To execute the GA, we need first to define the population size, which is a GA hyperparameter and can be part of the calibration stage. The chromosomes of the initial population ( $x^{0}, x^{1}, . . .$ ) can be randomly generated and evaluated. The GA evolution comprises the steps of: (1) parent selection; (2) crossover; and (3) mutation that are executed iteratively. In the parent selection stage, the fittest individuals are selected and they are allowed to pass their genes to the next generation. At each parent selection, two chromosomes from the population are selected where chromosomes with better fitness values have a high probability of being selected for producing an offspring. This is achieved in our case by using the well-known roulette-wheel selection method (see Goldberg and Deb ( 43 )).

In the crossover stage, each pair of parents is combined to produce new chromosomes that inherit parts of the genes which belonged to the parent chromosomes. Typically, the genes of the parent chromosomes are exchanged at a single point (the crossover point) for generating offspring via recombination. In the mutation stage, the GA explores new information that does not belong to the pair of parents that were used at the crossover stage. In our case, we allow a very small probability to revert to the stop-skipping option (0-1) which is encoded at each gene of the generated offspring. Note that each population member should satisfy the constraints of Equation 15. To achieve this, the crossover and mutation steps have restrictions which do not allow two consecutive trips $n - 1, n$ to skip the same stop $s \in S \ {1, | S |}$ . For instance, if for a population member $x^{0}$ we have $x_{n - 1, s}^{0} = 0$ and $x_{n, s}^{0} = 1$ , then a mutation that will revert the $x_{n, s}^{0} = 1$ option into $x_{n, s}^{0} = 0$ is not allowed.

After completing the three stages, a new generation is produced and the GA terminates when the maximum number of generations is reached or if no further improvement is observed.

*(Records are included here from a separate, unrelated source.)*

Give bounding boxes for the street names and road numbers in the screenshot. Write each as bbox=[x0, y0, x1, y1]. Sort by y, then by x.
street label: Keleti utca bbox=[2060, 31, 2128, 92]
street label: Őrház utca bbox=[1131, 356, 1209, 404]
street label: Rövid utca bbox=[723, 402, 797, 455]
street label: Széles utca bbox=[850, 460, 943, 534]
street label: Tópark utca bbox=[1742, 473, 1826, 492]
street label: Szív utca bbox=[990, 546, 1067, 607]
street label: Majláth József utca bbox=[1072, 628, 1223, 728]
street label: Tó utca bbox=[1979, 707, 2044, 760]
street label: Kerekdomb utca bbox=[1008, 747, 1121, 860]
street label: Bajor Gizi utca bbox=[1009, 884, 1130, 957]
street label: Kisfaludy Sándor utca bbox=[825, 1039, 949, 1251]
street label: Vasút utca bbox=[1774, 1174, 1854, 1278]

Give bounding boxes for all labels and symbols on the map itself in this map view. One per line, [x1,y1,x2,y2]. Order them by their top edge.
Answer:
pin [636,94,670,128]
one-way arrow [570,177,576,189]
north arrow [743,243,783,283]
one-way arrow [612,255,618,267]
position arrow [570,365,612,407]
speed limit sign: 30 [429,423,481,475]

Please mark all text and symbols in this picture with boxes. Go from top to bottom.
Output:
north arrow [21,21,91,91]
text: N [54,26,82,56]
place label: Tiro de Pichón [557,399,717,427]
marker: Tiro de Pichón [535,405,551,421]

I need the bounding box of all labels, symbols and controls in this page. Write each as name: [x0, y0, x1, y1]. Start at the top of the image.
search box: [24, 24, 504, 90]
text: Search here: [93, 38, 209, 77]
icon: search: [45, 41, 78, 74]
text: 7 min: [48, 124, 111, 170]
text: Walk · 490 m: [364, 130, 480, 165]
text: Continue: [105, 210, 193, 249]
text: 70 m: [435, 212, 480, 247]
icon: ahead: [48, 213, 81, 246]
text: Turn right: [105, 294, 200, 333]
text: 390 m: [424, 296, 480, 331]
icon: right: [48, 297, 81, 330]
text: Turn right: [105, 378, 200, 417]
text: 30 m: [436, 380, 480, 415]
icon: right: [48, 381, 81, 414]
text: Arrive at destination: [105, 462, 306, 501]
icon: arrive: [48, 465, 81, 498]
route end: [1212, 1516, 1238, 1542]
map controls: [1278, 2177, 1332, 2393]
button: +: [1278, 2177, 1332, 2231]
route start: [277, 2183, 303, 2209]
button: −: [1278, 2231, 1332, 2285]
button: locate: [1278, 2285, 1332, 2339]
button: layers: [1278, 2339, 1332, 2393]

After the termination, the best chromosome represents the currently best solution as presented in Figure 2 and in the following compact algorithm:

Step 0: Select a population size $ϕ$ and generate population members, ( $x^{0}, x^{1}, . . ., x^{ϕ - 1}$ ), where each population member represents a stop-skipping strategy for all trips of a bus line;

Step 1: For each population member $x^{k} \in (x^{0}, x^{1}, . . ., x^{ϕ - 1})$ solve the linear program $(Q')$ and obtain the value of $f (x^{k}, t^{k})$ where $t^{k}$ is the solution of $(Q')$ ;

Step 2: Select the fittest population members from the set ( $x^{0}, x^{1}, . . ., x^{ϕ - 1}$ ) with the lowest $f (x^{k}, t^{k})$ values for reproduction using the roulette-wheel method;

Step 3: For each couple of population members that are selected for reproduction, perform the crossover and mutation steps;

Step 4: If the maximum number of population generations is reached or there are no further improvements, STOP;

Step 5: Else: Calculate the incumbent best solution $x^{z}$ for which $max_{t} f (x^{z}, t) ⩽ max_{t} f (x^{k}, t), \forall k \in (0, 1, . . ., ϕ - 1)$ and pass the population to the new generation. Then, go to Step 1.

Figure 2.

Genetic algorithm for defining a robust stop-skipping strategy based on the minimax decision rule.

Numerical Experiments

Case Study Description

The case study is a high-frequency circular bus service in Singapore with $| N | = 132$ trips from 07:00 to 19:00 and $| S | = 22$ bus stops. The circular service covers 7.5 km with an average trip travel time of 37 min. The circular bus service is a feeder service covering residential blocks, schools, public amenities and connecting them to a Mass Rapid Transit station as presented in Figure 3. Detailed Automated Vehicle Location (AVL) and Automated Passenger Counting (APC) datasets are available for this line for a five-month period. The datasets contain a total number of 2,254 trips with complete information regarding arrival times at stops, link travel times, boardings, and alightings.

Figure 3.

Bus line topology—locations of stops [map source: Google maps].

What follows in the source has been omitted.